I did not know yet. As I stood across the street, I saw the light of a cigarette, and the shadowy figure whose face I could not see until decades later, when all of this was only a memory from a million miles away. But the feeling never ended. The vacuum tube world in which we lived felt so real, so tactile, and permanent. I was only ten, but I wanted to know everything and everyone.

Radio, then, just a mere 55 years old, had captured me, and it was a ride that was going to whisk me away into everything that followed. Here now, 105 years after that first day in 1920, we may never be able to tell the tale of a world that used to be so much bigger. Today, generations of people will never know what it was like to be marooned in your small corner of an infinite planet, and over the airwaves, through the unfamiliar voices of people you would never meet, learn about their land. See it. Feel it. Touch it.

At first, I met the kids in the neighborhood, and in an AM rock world that seemed good enough. It wasn't until darkness fell, and they all ran away from me, leaving me alone. It was deafly silent, and I knocked on doors looking for someone who dared stand up to the long and dark night. Down the alley, I thought I heard something. I stepped cautiously, trying to keep my steps silent. Although her voice was faint, it was coming from a blowtorch 400 miles away. 


I pushed open the door, and inside I found a world that no one challenged. Fifty years ago, in 1926, all of this began, and there was no stopping it. Beverly met me as I walked in, and suddenly, I wanted nothing to do with those who lived on my block. They had been holding me down, and I had not known it.

I visited until my eyes grew heavy and I was swept away in a land of dreams where she sang to me as I drifted. I heard a peculiar song that I would never hear again, thinking that perhaps I had dreamed it, until Danny arrived. He got up bright and early to be the first kid on the block to say good morning to me, even though his block was 400 miles away. As the ionosphere dissipated under solar assault, I sat as the day warmed, looking forward to visiting this very unique club where I found friends I could never find elsewhere. 

This was only the beginning of my journey into the night to a place where I belonged. The world was disappearing on us. The world we thought could not fail was indeed terminal. When I came to the end of the road, I was offered a journey into the past, and I took it. I got to meet friends who had come before I lived there, and that was so precious to me. Even that had to come to an end. I guess it is really over, this wonderful journey into the upper atmosphere where we used to live, jump, and breathe. But I also know that someday, just maybe, someone will dust off some old real-to-reals and let us take one more excursion into skywave propagation. 
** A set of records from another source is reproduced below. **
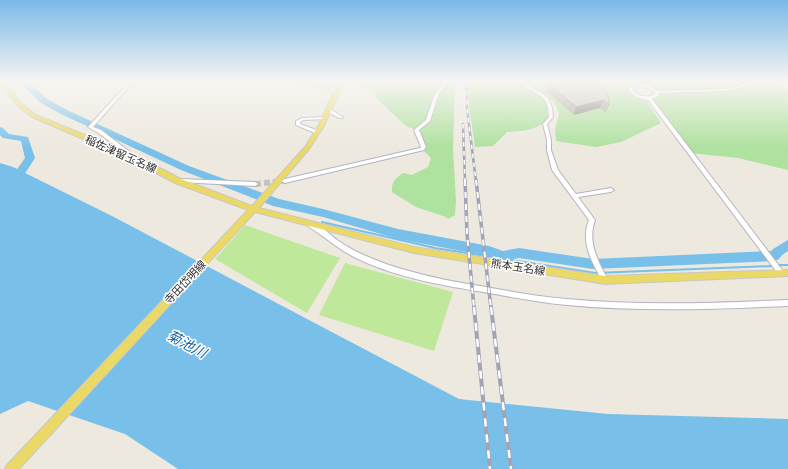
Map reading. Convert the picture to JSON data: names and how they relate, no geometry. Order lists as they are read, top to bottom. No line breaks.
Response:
{"streets":{"main road":["稲佐津留玉名線","熊本玉名線","寺田岱明線"]},"crossings":[["稲佐津留玉名線","熊本玉名線"],["稲佐津留玉名線","寺田岱明線"],["熊本玉名線","寺田岱明線"]],"water":["菊池川"]}
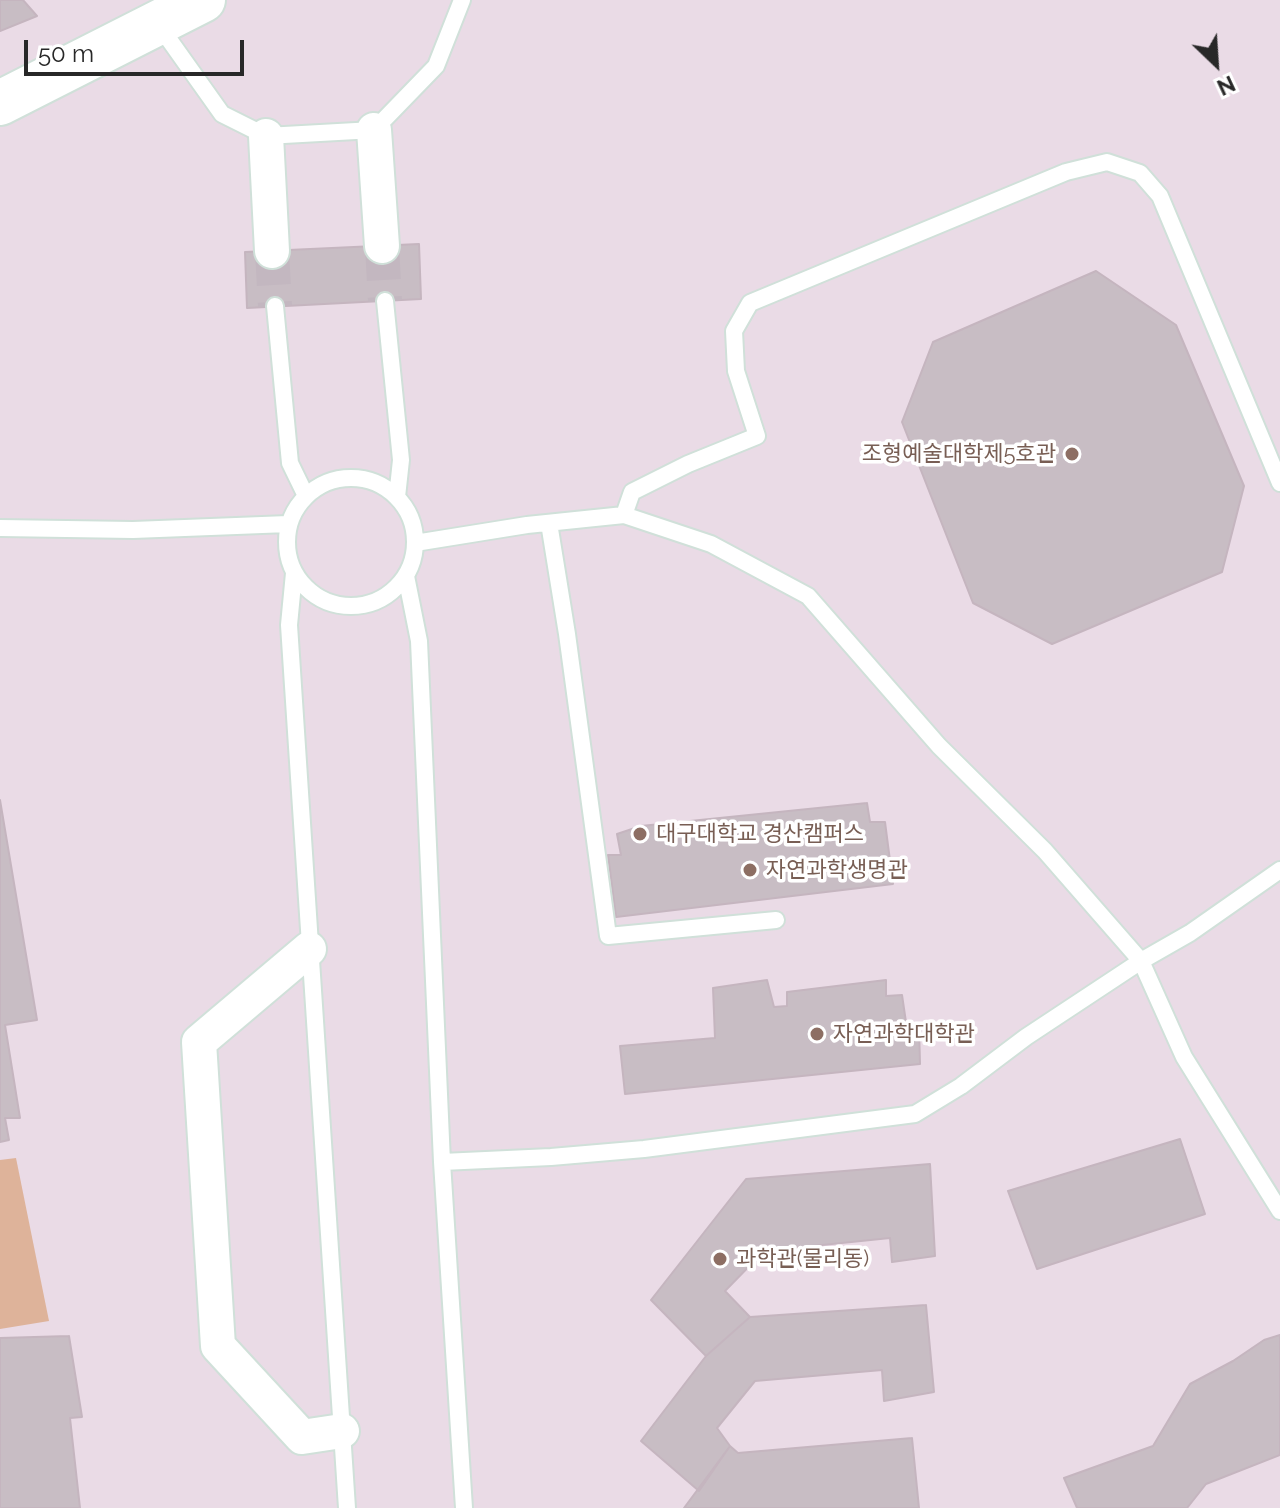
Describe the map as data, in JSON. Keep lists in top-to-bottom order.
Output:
{
  "places": [
    "조형예술대학제5호관",
    "대구대학교 경산캠퍼스",
    "자연과학생명관",
    "자연과학대학관",
    "과학관(물리동)"
  ],
  "scale_bar": "50 m",
  "north": "bottom right"
}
One, Five, Two, O; One, Five, Two, O...








(what inspired this:  Captain and Tennille Lonely night / Neil Sedaka Bad Blood / 1975 James St)


Monday, June 8, 2026

I Don't Treat You Like I Should

 The Ringo Starr song, Six O'Clock has been stuck in my head for the last 2 days. The song was actually written by Paul and Linda McCartney, and they both performed in the recording. The chorus, "I Don't Treat You Like I Should," is repeated over and over. At first, the song getting stuck in my head was more random than anything, but yesterday it took on a different meaning, and I wonder if it has now carved itself into a significantly sad memory for me. 

Kiwi, Noah's lovebird that he got when he was 11, died Sunday morning. I went in to feed and water her. I took her out of the cage and cupped her in my hand. I stroked her head as she looked at me. I talked with her. It has been hard having a lovebird. They need lots of companionship. I have her in my little home office since we have very predatory cats who would figure out how to ravage a cage until they got access to her. 

Before Noah got her, he researched lovebirds extensively. The joy of watching Noah with her is something unparalleled in my heart. He was so in love with her. Most nights, our older cats were put downstairs so Kiwi could come out, visit, and fly around. She had so much personality in a little bird.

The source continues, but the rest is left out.